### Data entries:
________________________

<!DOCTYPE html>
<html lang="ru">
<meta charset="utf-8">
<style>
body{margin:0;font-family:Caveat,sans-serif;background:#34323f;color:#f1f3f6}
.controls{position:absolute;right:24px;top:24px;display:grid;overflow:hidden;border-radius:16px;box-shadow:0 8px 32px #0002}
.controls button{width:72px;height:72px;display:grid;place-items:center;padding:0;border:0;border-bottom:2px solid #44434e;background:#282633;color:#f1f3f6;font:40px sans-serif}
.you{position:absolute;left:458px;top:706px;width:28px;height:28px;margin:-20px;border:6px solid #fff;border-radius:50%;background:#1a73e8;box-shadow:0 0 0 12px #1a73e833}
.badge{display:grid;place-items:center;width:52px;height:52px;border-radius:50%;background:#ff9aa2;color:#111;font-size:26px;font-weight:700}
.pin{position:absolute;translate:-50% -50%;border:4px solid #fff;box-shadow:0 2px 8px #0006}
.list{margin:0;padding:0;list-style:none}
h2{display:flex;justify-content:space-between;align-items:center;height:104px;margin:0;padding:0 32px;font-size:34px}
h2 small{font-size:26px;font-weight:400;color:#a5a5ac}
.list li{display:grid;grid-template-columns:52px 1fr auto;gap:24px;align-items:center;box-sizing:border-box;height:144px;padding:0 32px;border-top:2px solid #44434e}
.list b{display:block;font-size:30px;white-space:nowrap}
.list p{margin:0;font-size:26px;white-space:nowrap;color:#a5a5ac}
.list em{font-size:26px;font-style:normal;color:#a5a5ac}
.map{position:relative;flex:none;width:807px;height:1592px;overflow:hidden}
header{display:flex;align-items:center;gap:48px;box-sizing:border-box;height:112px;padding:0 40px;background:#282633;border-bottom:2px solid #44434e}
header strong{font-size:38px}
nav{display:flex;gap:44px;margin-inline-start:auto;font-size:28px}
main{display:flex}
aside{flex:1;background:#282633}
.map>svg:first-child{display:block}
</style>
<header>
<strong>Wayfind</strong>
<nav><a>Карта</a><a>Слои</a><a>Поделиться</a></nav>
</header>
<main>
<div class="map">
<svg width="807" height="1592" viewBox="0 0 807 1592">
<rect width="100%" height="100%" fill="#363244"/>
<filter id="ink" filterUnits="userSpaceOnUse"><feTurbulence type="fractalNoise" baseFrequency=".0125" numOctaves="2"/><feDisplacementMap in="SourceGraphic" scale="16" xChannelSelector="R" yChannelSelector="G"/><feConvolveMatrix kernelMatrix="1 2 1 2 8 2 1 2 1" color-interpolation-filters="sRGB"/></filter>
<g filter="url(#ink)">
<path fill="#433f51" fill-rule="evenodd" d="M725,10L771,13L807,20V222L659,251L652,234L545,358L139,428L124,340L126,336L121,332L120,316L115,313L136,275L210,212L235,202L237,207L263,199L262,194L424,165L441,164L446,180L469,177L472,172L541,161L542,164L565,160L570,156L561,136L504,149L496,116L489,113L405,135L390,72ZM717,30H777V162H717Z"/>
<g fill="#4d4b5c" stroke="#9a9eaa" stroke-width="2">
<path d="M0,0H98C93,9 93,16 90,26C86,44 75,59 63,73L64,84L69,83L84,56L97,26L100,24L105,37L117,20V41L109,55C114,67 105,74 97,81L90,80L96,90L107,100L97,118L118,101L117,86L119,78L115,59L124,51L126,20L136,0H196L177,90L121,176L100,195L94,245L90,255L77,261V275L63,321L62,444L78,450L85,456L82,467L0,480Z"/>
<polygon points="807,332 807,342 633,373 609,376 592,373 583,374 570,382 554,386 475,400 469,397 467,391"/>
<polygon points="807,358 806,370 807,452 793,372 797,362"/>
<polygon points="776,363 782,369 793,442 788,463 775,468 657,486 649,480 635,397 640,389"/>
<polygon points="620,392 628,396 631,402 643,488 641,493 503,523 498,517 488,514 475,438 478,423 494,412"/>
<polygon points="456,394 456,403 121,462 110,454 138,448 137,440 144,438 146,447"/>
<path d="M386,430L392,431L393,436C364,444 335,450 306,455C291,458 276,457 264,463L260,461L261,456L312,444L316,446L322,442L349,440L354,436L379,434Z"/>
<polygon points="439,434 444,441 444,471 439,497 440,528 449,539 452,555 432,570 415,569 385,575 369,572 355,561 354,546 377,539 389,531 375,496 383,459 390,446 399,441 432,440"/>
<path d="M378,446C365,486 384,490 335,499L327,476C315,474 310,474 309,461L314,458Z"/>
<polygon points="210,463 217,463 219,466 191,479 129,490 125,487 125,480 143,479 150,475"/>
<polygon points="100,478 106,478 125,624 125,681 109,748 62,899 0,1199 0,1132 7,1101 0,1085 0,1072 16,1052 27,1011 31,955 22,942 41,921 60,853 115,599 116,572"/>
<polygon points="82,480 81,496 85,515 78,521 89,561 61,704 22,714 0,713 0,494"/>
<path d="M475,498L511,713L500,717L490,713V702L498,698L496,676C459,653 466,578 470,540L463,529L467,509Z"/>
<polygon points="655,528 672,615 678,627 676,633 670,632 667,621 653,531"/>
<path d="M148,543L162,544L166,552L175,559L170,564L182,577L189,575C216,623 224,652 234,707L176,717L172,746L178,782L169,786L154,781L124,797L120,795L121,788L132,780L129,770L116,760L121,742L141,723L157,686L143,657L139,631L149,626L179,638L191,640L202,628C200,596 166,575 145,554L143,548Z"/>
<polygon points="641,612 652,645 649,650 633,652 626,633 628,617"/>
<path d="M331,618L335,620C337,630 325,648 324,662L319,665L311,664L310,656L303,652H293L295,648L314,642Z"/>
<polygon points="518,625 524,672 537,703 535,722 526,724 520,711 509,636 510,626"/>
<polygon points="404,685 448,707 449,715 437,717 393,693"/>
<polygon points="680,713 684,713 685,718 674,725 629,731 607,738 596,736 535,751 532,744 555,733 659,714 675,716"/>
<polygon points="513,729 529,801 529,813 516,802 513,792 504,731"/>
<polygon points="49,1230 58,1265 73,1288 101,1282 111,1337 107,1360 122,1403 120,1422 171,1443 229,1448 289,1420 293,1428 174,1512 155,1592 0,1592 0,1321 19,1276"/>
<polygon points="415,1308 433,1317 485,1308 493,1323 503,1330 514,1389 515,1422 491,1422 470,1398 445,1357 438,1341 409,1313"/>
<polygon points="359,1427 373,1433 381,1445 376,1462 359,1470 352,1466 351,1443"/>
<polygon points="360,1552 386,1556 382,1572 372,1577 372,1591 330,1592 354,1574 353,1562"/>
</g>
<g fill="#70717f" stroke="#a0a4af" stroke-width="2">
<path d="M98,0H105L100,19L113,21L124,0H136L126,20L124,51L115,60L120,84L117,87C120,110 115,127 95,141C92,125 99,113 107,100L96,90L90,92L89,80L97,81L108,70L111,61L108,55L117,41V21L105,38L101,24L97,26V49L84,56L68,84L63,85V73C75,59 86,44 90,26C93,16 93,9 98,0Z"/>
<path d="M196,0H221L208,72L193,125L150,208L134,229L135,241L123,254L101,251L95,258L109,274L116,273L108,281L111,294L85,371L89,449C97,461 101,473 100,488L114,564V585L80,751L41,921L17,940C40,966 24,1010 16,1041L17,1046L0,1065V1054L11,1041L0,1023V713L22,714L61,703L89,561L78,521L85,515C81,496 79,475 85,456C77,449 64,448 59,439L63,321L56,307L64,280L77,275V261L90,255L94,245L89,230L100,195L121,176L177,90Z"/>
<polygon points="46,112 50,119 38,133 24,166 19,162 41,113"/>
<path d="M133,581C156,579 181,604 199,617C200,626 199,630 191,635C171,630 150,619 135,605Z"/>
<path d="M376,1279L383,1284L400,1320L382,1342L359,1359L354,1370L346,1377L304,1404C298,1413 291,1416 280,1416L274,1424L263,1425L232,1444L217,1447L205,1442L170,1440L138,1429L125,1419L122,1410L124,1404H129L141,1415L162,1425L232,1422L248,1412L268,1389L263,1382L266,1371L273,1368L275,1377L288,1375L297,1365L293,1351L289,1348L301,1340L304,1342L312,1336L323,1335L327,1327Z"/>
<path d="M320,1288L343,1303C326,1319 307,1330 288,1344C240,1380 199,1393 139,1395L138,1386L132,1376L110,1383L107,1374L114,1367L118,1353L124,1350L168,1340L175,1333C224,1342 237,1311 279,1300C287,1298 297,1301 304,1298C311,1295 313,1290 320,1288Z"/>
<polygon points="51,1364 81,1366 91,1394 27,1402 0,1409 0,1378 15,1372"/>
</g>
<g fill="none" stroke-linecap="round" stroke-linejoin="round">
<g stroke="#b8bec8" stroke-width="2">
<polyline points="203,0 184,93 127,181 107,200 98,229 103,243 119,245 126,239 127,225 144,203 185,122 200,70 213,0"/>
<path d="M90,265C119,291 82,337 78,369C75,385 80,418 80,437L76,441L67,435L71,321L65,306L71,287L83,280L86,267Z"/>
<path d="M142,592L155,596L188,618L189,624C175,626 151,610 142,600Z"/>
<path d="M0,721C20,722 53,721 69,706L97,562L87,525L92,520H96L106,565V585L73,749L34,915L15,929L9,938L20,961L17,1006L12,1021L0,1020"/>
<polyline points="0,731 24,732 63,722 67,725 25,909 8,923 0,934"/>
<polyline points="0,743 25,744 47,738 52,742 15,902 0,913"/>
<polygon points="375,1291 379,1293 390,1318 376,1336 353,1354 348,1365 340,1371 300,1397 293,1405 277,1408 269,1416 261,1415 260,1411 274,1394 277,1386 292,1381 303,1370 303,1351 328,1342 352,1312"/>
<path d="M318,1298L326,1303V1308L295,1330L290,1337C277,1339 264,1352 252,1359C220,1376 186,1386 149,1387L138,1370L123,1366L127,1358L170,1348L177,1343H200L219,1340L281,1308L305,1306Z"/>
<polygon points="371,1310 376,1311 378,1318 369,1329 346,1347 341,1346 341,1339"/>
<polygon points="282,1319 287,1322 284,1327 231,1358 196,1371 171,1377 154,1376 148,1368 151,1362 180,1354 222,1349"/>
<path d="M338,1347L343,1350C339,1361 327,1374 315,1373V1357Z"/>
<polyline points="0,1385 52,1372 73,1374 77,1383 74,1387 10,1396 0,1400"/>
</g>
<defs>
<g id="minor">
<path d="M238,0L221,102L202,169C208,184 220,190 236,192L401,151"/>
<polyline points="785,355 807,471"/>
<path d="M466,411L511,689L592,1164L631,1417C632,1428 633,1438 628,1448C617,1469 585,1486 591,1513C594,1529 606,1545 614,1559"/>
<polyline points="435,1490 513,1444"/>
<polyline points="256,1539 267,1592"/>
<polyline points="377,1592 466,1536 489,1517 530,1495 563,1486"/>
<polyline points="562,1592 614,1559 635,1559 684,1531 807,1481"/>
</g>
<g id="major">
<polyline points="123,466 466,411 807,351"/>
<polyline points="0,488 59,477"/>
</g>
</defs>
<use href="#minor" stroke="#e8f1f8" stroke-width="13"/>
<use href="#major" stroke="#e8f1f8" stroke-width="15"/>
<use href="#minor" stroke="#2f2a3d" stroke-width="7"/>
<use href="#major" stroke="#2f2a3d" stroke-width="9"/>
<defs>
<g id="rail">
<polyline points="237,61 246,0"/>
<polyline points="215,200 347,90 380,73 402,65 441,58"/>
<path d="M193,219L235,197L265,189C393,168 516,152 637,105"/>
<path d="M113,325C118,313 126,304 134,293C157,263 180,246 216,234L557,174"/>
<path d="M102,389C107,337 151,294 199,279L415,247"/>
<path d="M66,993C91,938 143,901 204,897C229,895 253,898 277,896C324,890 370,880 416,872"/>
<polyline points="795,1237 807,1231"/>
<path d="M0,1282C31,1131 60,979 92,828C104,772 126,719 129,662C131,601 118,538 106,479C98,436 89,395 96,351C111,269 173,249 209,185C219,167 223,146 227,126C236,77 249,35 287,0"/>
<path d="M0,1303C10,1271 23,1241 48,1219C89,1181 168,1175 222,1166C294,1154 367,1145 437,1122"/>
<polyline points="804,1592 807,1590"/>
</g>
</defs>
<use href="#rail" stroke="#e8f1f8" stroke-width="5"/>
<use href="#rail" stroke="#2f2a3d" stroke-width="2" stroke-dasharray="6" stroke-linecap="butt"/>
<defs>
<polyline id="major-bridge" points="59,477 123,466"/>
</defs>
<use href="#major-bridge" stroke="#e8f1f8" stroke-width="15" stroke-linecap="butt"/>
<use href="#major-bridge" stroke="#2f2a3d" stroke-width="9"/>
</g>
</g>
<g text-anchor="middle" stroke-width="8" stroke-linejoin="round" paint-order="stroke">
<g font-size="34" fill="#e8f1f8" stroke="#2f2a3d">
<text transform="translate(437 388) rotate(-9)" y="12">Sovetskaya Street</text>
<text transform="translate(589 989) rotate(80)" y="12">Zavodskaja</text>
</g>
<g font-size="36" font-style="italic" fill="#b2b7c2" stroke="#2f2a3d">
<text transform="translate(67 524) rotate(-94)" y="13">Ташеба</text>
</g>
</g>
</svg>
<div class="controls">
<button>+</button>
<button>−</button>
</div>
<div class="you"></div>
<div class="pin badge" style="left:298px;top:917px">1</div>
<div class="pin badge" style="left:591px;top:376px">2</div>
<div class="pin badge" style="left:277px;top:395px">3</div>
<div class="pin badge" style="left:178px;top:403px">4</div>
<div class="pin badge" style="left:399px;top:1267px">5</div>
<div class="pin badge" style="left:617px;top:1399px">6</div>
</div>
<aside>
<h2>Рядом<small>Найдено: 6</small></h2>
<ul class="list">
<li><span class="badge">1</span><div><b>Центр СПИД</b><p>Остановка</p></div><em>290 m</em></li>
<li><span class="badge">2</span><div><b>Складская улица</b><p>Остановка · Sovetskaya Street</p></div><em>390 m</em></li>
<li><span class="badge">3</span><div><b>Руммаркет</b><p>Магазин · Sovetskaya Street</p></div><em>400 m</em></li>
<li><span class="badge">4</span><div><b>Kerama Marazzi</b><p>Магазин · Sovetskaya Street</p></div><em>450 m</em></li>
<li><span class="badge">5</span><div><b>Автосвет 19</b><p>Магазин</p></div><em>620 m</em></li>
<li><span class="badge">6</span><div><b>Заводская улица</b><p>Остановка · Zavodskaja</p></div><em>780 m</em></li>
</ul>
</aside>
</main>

________________________

Nothing should be returned except the lines from the first line of the data above through the line with "solid #fff;border-radius:50%;background:#1a73e8;box-shadow:0 0", each one exact.

<!DOCTYPE html>
<html lang="ru">
<meta charset="utf-8">
<style>
body{margin:0;font-family:Caveat,sans-serif;background:#34323f;color:#f1f3f6}
.controls{position:absolute;right:24px;top:24px;display:grid;overflow:hidden;border-radius:16px;box-shadow:0 8px 32px #0002}
.controls button{width:72px;height:72px;display:grid;place-items:center;padding:0;border:0;border-bottom:2px solid #44434e;background:#282633;color:#f1f3f6;font:40px sans-serif}
.you{position:absolute;left:458px;top:706px;width:28px;height:28px;margin:-20px;border:6px solid #fff;border-radius:50%;background:#1a73e8;box-shadow:0 0 0 12px #1a73e833}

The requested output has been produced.